You start with 20 g of ice (H2O) at 260 K in a thermally isolated container. If 15500 J is added by heat, what will be the final temperature and state of the H2O? Show your work.

(Cice = 2.1 J/gK, Cwater = 4.18 J/gK, Cwatervapor = 1.7 J/gK, ΔHfus(H2O) = 334 J/g,
ΔHvap (H2O) = 2261 J/g, Melting Point = 273 K, Boiling Point = 373 K)

1 answer

I'll get you started. K = 260 so that is -13 C.
How much heat is required to move the ice from -13 to zero?
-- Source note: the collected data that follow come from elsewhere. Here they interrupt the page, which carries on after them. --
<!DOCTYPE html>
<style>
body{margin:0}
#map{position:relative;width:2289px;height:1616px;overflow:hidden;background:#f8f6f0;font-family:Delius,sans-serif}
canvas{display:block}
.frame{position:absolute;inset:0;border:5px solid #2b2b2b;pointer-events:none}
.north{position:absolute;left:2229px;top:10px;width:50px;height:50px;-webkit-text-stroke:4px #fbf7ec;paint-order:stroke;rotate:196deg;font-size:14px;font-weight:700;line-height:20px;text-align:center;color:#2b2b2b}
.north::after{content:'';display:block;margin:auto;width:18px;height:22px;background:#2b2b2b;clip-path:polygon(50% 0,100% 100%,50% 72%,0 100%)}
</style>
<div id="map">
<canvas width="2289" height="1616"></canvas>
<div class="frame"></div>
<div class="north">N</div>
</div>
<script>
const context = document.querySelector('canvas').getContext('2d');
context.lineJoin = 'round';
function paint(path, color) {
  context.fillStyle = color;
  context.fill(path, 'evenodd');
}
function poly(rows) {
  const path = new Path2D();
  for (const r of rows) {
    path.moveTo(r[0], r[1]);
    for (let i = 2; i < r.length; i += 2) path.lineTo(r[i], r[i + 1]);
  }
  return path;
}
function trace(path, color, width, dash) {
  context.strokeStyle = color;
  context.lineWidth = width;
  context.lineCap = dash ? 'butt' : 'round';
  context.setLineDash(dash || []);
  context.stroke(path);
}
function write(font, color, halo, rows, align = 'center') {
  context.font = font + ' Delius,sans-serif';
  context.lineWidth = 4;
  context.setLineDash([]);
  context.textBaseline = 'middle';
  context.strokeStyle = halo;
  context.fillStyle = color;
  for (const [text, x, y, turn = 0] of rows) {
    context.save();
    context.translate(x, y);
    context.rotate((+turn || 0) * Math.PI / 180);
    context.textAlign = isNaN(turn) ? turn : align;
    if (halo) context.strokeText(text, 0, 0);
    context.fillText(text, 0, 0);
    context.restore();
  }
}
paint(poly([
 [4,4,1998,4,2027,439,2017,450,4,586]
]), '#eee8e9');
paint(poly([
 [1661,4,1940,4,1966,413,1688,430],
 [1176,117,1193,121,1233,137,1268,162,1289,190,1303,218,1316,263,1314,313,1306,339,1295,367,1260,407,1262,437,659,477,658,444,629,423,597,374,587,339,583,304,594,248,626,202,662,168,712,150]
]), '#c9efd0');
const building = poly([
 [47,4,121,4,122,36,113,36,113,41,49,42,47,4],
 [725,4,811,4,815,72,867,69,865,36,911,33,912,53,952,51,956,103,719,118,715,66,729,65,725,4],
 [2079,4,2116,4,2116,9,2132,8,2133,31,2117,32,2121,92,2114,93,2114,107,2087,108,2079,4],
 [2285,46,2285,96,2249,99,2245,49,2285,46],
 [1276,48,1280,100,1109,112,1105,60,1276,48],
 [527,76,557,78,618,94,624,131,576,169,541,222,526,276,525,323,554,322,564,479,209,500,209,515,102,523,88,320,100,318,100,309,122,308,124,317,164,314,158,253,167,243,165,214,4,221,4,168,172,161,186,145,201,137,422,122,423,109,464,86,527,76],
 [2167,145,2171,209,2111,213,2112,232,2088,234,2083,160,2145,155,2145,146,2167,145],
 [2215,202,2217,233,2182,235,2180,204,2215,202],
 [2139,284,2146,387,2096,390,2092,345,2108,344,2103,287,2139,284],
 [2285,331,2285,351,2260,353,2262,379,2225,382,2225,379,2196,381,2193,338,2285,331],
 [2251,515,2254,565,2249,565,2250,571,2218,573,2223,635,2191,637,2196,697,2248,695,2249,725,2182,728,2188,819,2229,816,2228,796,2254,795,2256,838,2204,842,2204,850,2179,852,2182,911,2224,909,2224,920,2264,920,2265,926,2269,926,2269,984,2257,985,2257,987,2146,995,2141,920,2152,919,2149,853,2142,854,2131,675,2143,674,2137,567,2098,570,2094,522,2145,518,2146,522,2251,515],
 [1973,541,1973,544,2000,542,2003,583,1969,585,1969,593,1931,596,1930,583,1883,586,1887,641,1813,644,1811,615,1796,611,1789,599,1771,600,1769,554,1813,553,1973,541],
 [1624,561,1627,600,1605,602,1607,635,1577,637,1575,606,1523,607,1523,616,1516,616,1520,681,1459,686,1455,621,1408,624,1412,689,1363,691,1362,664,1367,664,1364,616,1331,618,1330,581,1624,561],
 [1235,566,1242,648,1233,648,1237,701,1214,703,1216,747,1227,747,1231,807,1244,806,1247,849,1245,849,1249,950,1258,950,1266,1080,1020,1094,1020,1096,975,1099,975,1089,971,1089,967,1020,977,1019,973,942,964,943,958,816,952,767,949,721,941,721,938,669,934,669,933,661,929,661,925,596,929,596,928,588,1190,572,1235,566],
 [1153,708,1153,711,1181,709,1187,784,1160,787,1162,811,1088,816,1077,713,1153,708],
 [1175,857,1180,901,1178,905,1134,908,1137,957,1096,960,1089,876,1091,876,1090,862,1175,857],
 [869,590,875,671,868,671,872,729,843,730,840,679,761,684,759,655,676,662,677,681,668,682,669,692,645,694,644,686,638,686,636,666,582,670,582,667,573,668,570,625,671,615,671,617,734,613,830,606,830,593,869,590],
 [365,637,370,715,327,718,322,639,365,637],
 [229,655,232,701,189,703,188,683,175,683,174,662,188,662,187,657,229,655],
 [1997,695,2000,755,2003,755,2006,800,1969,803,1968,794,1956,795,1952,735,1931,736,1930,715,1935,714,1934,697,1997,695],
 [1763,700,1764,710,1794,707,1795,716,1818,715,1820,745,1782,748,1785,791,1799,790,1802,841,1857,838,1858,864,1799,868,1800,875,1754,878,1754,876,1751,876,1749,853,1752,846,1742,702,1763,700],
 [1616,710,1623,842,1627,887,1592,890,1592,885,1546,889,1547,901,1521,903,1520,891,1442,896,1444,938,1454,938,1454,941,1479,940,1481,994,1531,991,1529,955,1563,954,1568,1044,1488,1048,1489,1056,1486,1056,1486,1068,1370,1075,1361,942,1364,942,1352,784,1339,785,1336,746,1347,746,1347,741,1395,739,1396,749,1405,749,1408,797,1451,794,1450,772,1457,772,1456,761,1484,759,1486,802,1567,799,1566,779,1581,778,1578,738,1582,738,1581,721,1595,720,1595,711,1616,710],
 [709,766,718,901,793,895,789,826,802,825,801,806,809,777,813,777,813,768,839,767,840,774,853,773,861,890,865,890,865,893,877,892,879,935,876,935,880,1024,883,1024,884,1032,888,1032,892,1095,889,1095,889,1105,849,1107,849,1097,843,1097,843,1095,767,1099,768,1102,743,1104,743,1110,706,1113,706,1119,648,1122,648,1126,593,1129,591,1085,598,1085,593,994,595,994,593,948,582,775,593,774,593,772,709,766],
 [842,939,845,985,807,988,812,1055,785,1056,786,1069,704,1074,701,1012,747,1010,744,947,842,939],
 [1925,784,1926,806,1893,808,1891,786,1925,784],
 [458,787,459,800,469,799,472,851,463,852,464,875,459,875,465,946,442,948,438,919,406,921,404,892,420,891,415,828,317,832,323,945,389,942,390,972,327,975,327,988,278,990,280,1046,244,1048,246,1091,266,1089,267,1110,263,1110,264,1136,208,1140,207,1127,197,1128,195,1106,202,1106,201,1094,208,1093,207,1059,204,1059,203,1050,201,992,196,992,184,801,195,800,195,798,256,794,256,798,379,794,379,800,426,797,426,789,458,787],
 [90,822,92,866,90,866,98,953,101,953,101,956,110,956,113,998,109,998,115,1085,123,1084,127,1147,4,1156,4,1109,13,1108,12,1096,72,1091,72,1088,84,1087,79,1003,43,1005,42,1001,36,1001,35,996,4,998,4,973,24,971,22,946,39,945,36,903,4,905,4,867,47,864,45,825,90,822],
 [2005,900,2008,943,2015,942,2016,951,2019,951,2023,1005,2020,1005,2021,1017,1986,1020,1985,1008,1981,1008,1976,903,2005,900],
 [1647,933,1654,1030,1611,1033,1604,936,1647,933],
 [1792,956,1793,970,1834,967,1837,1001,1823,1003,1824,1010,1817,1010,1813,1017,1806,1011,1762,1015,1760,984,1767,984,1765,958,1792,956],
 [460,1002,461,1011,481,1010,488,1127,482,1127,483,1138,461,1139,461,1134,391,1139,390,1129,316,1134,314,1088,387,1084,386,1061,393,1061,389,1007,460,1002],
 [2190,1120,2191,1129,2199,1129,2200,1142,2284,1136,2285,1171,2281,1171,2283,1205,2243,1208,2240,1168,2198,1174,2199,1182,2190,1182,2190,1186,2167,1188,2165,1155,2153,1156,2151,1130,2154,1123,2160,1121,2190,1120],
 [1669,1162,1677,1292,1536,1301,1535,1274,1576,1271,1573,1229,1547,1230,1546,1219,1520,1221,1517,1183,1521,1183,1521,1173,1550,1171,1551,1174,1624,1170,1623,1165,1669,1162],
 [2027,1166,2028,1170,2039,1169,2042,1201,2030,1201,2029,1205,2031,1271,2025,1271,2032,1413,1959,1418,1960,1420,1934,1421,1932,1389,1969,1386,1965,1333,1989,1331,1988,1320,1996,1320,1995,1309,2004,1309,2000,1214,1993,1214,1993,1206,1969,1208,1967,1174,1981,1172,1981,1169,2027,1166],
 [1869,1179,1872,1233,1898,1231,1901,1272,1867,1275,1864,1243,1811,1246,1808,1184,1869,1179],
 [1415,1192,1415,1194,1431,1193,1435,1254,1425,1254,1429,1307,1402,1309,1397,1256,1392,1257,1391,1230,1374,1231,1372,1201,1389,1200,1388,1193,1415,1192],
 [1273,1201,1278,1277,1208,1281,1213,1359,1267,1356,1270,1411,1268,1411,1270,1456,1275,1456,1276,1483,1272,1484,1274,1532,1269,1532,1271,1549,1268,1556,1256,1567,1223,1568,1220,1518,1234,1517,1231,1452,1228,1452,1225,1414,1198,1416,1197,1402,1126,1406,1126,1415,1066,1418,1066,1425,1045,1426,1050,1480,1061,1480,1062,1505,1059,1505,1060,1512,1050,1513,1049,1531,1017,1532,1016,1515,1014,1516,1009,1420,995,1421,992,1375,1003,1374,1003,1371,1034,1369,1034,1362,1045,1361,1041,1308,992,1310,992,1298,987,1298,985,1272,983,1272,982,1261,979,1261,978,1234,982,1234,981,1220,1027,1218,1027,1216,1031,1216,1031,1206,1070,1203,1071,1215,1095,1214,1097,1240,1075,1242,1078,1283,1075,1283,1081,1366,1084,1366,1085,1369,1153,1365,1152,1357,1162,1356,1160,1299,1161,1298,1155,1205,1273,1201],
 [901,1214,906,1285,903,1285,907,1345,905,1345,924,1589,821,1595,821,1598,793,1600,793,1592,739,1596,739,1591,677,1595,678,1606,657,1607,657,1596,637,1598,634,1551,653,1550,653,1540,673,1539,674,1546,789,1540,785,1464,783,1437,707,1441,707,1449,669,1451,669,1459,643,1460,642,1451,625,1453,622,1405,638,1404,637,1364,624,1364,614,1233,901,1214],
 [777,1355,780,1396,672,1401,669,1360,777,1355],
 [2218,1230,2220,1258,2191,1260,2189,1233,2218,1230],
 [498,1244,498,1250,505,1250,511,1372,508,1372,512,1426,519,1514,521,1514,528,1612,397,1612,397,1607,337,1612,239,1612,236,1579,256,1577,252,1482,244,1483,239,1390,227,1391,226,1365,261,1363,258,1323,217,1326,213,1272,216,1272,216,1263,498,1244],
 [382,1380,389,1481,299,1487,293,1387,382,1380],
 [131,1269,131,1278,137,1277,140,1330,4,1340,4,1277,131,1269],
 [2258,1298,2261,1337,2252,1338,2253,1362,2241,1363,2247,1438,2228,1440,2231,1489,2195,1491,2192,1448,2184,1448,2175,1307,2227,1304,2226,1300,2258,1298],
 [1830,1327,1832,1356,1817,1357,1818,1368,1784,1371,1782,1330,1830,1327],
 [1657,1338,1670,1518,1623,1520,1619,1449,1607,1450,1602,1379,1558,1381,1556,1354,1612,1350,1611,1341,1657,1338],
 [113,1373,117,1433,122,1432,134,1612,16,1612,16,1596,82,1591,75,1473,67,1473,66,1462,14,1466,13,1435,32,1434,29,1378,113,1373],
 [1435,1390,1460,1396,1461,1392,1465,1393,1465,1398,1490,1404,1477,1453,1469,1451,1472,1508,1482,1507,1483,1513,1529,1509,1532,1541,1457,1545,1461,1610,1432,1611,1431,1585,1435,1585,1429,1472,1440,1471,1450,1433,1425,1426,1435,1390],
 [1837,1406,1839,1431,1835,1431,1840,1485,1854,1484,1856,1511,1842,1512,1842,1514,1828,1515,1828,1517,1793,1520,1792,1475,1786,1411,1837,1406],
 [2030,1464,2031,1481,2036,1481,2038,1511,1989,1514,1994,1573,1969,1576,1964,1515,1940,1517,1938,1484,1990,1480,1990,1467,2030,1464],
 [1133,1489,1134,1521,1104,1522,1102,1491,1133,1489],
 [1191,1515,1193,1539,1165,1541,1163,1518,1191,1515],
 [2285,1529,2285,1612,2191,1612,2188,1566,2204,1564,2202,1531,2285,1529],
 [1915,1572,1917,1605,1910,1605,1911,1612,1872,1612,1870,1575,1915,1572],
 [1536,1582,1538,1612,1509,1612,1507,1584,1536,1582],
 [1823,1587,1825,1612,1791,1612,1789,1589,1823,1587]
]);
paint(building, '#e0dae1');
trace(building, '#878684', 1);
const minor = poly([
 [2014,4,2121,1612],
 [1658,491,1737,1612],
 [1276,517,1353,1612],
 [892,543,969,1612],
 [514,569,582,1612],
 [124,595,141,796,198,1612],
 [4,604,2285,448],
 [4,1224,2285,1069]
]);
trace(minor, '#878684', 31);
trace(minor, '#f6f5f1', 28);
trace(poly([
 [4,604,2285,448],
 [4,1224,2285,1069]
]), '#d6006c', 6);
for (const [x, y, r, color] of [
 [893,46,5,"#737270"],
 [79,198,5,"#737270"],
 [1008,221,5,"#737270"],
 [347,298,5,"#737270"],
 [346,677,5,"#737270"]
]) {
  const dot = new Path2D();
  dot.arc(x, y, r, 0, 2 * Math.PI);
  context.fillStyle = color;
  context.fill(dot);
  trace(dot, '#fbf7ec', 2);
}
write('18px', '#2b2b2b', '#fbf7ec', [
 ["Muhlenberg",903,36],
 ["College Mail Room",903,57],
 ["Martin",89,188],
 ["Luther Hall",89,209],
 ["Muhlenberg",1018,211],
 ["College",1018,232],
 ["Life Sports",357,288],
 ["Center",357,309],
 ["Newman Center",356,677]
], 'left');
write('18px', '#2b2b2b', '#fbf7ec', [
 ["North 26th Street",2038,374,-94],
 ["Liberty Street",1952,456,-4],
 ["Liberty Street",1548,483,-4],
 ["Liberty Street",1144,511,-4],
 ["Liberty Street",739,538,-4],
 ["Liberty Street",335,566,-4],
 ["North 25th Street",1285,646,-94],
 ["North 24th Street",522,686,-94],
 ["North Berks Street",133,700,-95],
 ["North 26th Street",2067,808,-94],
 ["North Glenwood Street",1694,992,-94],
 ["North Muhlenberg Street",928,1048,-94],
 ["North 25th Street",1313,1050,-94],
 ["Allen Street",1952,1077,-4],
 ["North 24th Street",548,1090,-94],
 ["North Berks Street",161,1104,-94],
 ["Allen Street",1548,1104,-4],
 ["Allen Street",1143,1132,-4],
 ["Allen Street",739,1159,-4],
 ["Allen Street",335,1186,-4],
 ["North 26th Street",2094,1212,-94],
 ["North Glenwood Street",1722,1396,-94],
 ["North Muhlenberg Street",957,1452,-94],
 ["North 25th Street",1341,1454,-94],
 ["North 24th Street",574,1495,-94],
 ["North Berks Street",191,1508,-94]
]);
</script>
That's
q1 = mass ice x specific heat ice x (Tfinal - Tinitial) = 20 x 2.1 x [0 - (-13)] = ? J.
q2 to melt ice is mass ice x heat fusion = 20 x 2.1 = ? J.
q3 to move liquid water from zero C to 100 C = formula for q1
q4 to boil water = formula for q2 but heat vap
Starting with 15,500 J I would subtract q1, then q2, then q3 and continue until you have used almost all of the 15,500 and the next subtraction leaves you with a negative number which, of course, can't be. Then use the next formula in the series above to determine final T. Post your work if you get stuck.